Every line of the listing that contains the word "image" is to be copied out.
========================================
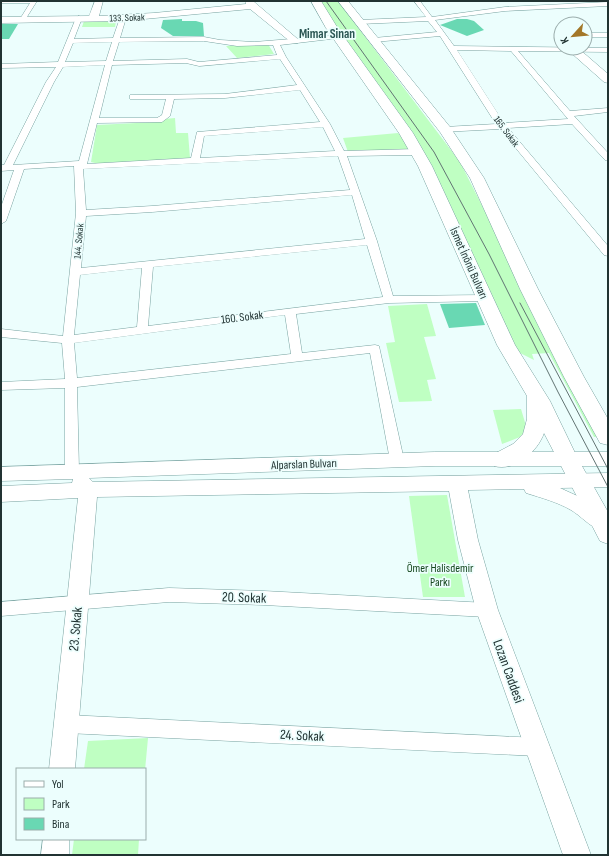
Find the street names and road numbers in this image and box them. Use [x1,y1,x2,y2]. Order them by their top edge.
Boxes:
street label: 133. Sokak [109,11,145,25]
street label: 165. Sokak [491,114,522,149]
street label: 144. Sokak [71,223,87,259]
street label: İsmet İnönü Bulvarı [446,225,491,301]
street label: 160. Sokak [220,307,264,328]
street label: Alparslan Bulvarı [270,456,337,473]
street label: 20. Sokak [222,588,267,607]
street label: 23. Sokak [65,606,86,652]
street label: Lozan Caddesi [489,637,528,705]
street label: 24. Sokak [279,726,325,745]

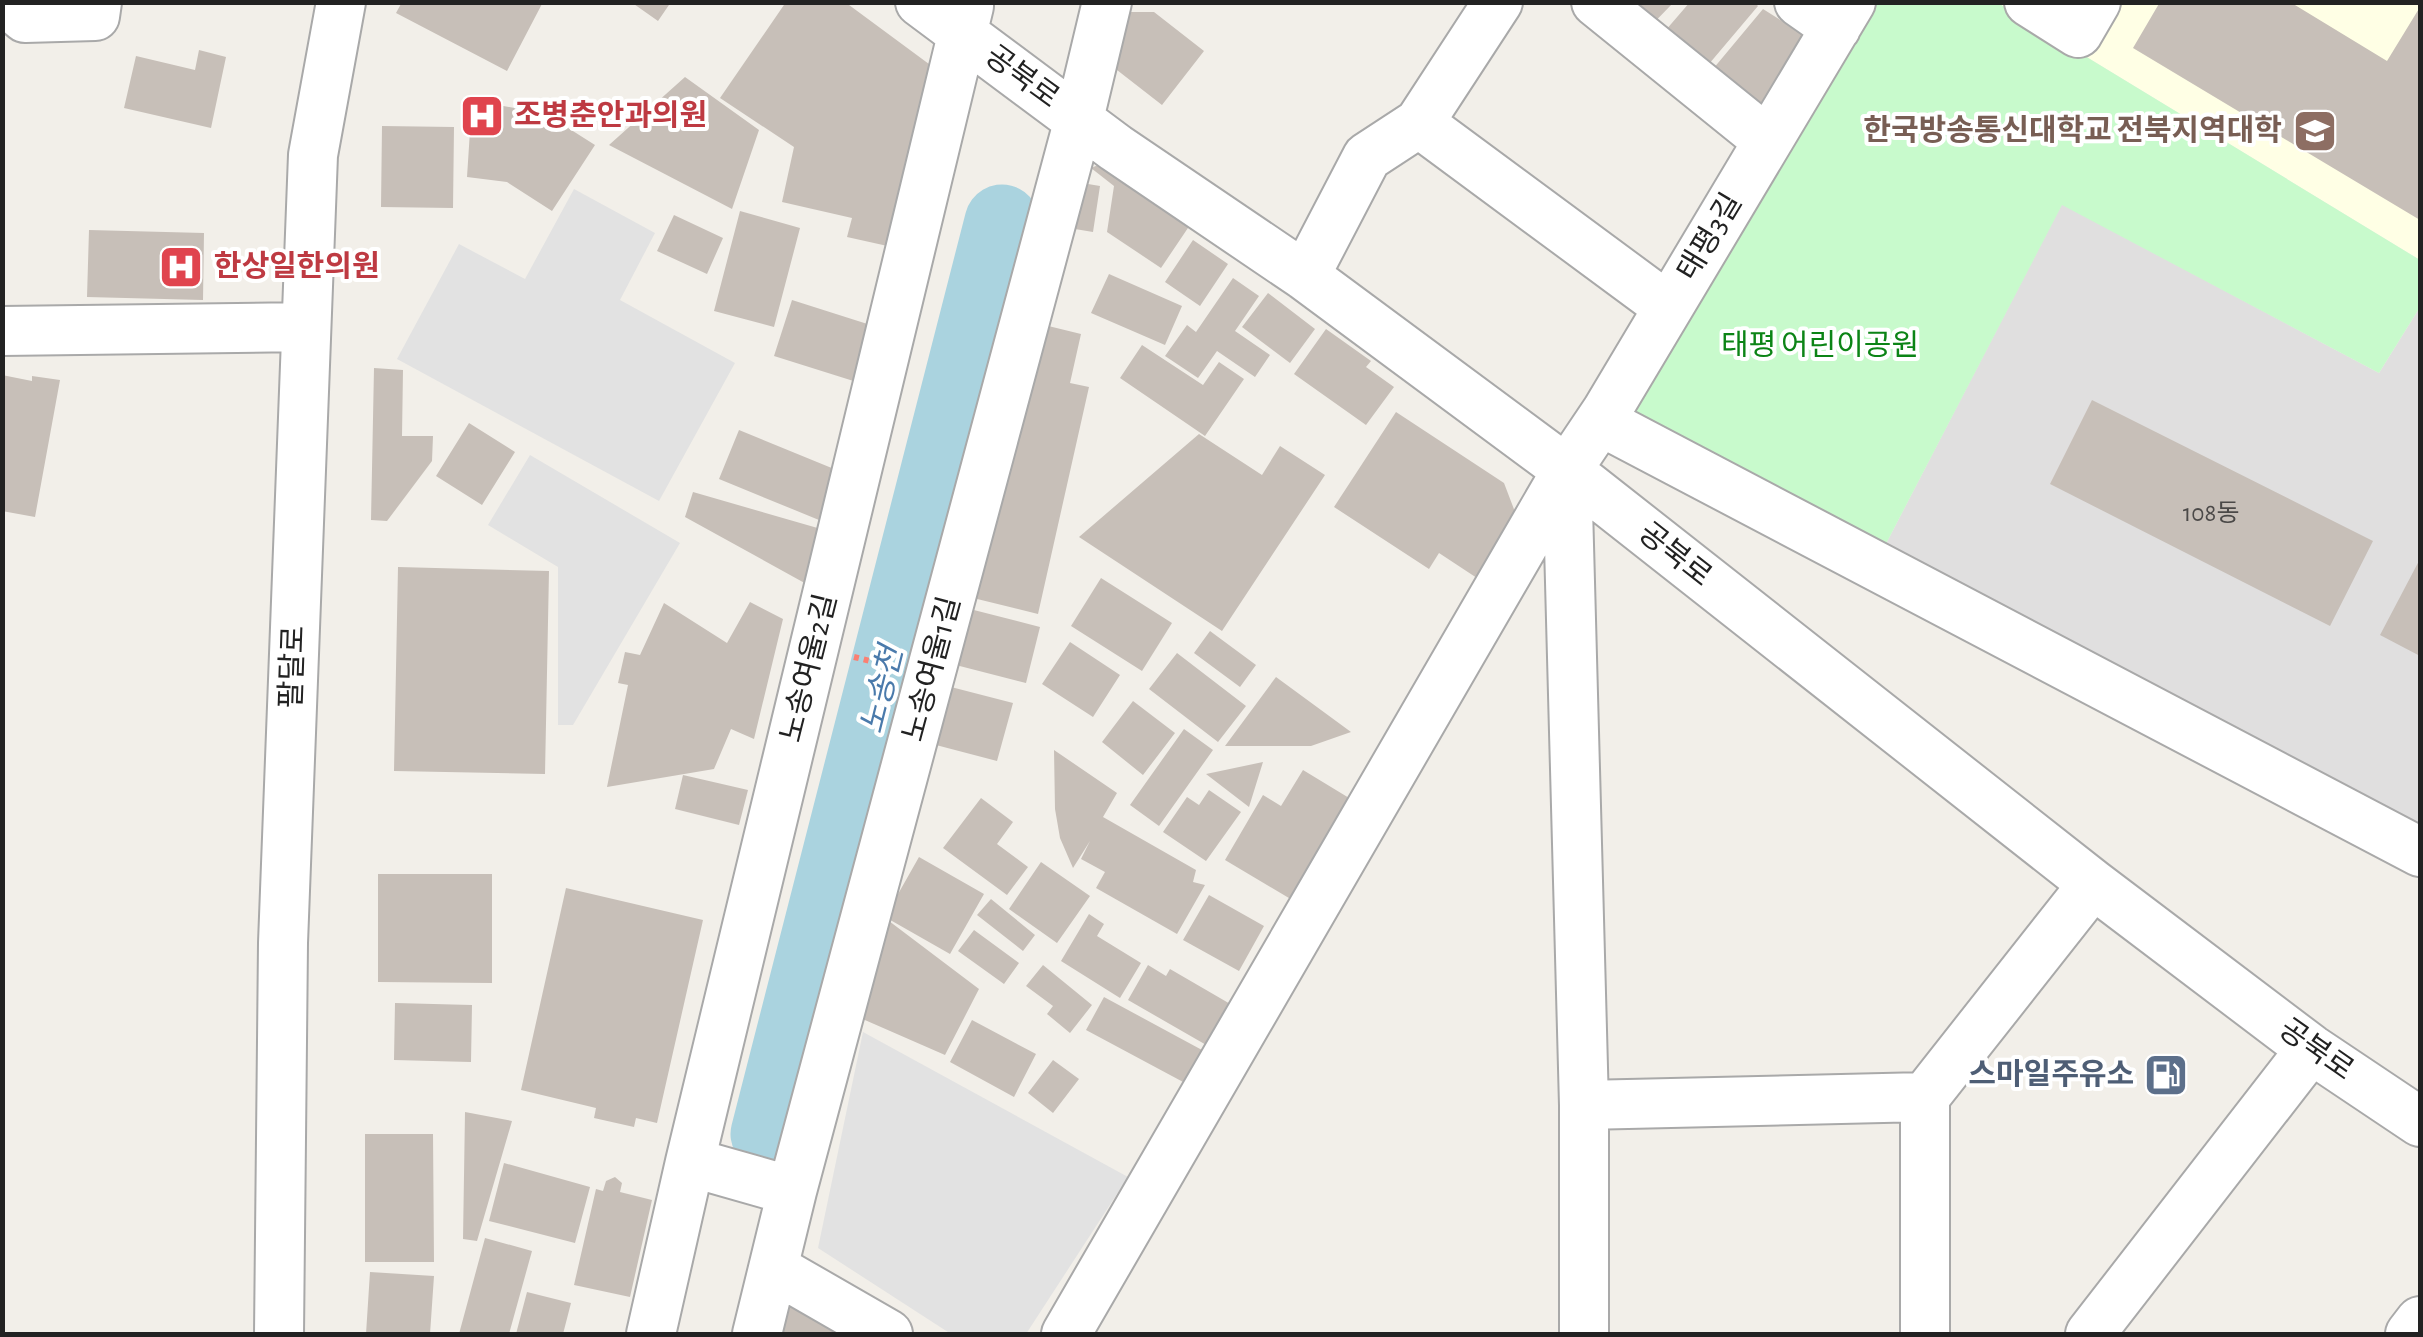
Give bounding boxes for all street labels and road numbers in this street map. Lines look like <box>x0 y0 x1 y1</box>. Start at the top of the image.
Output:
street label: 공북로 <box>980 40 1065 113</box>
street label: 태평3길 <box>1672 188 1747 286</box>
street label: 공북로 <box>1633 517 1717 592</box>
street label: 노송여울2길 <box>774 590 842 745</box>
street label: 노송여울1길 <box>896 593 966 745</box>
street label: 팔달로 <box>276 625 309 709</box>
street label: 공북로 <box>2273 1013 2359 1086</box>

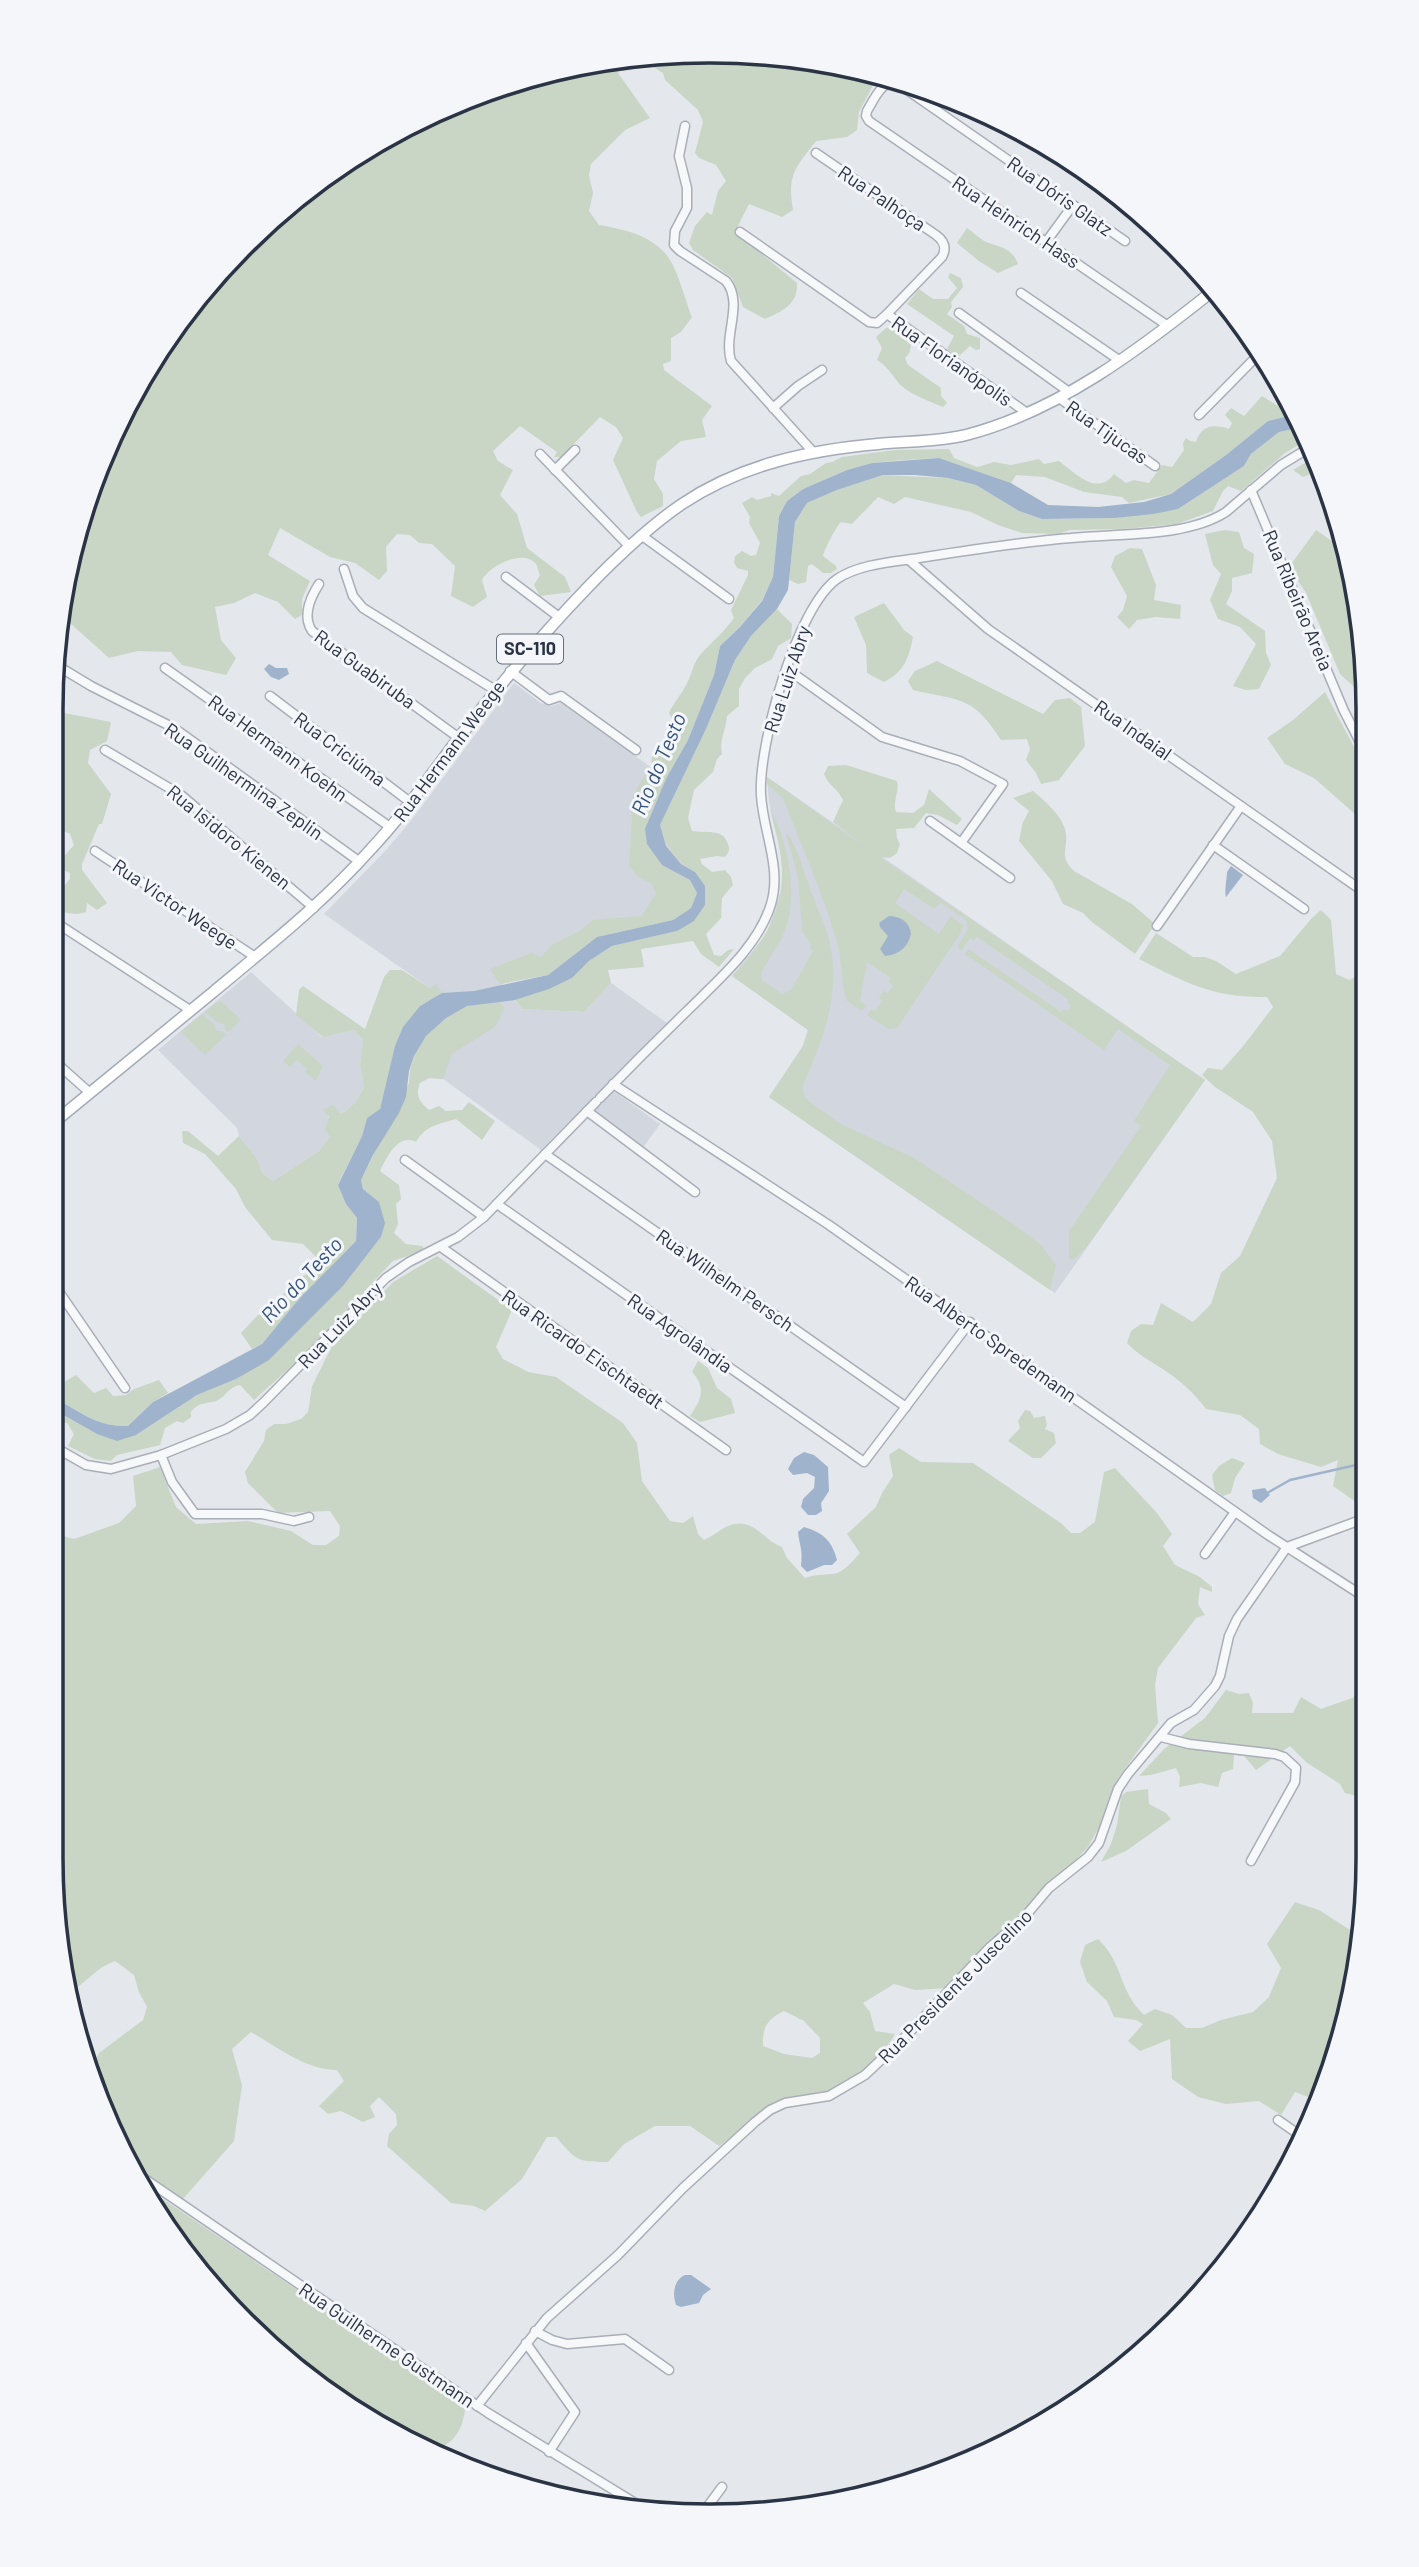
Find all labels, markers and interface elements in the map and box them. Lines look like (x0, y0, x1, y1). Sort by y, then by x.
street label: Rua Dóris Glatz (1003, 151, 1117, 240)
street label: Rua Palhoça (834, 160, 930, 235)
street label: Rua Heinrich Hass (948, 170, 1084, 273)
street label: Rua Florianópolis (888, 311, 1017, 411)
street label: Rua Tijucas (1062, 395, 1153, 468)
street label: Rua Ribeirão Areia (1258, 526, 1338, 674)
street label: Rua Luiz Abry (758, 622, 815, 735)
street label: Rua Guabiruba (310, 624, 420, 713)
road number: SC-110 (497, 634, 563, 664)
street label: Rua Hermann Weege (388, 676, 509, 826)
street label: Rua Hermann Koehn (204, 689, 353, 806)
street label: Rua Indaial (1090, 695, 1176, 765)
street label: Rua Criciúma (290, 707, 391, 791)
water label: Rio do Testo (625, 709, 690, 818)
street label: Rua Guilhermina Zeplin (161, 717, 328, 844)
street label: Rua Isidoro Kienen (163, 780, 296, 894)
street label: Rua Victor Weege (109, 853, 242, 954)
street label: Rua Wilhelm Persch (652, 1224, 798, 1336)
water label: Rio do Testo (255, 1231, 347, 1327)
street label: Rua Alberto Spredemann (901, 1271, 1082, 1407)
street label: Rua Luiz Abry (293, 1276, 387, 1373)
street label: Rua Ricardo Eischtaedt (498, 1284, 669, 1413)
street label: Rua Agrolândia (623, 1288, 737, 1377)
street label: Rua Presidente Juscelino (873, 1904, 1037, 2068)
street label: Rua Guilherme Gustmann (295, 2277, 479, 2412)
========================================
- **WRITTEN ANSWER**
Find the street names and road numbers in this image and box them. Use [x1,y1,x2,y2]. Order them by their top edge.
Give bounding boxes for all street labels and road numbers in this street map. Lines look like <box>x0 y0 x1 y1</box>. Start at the top of the image.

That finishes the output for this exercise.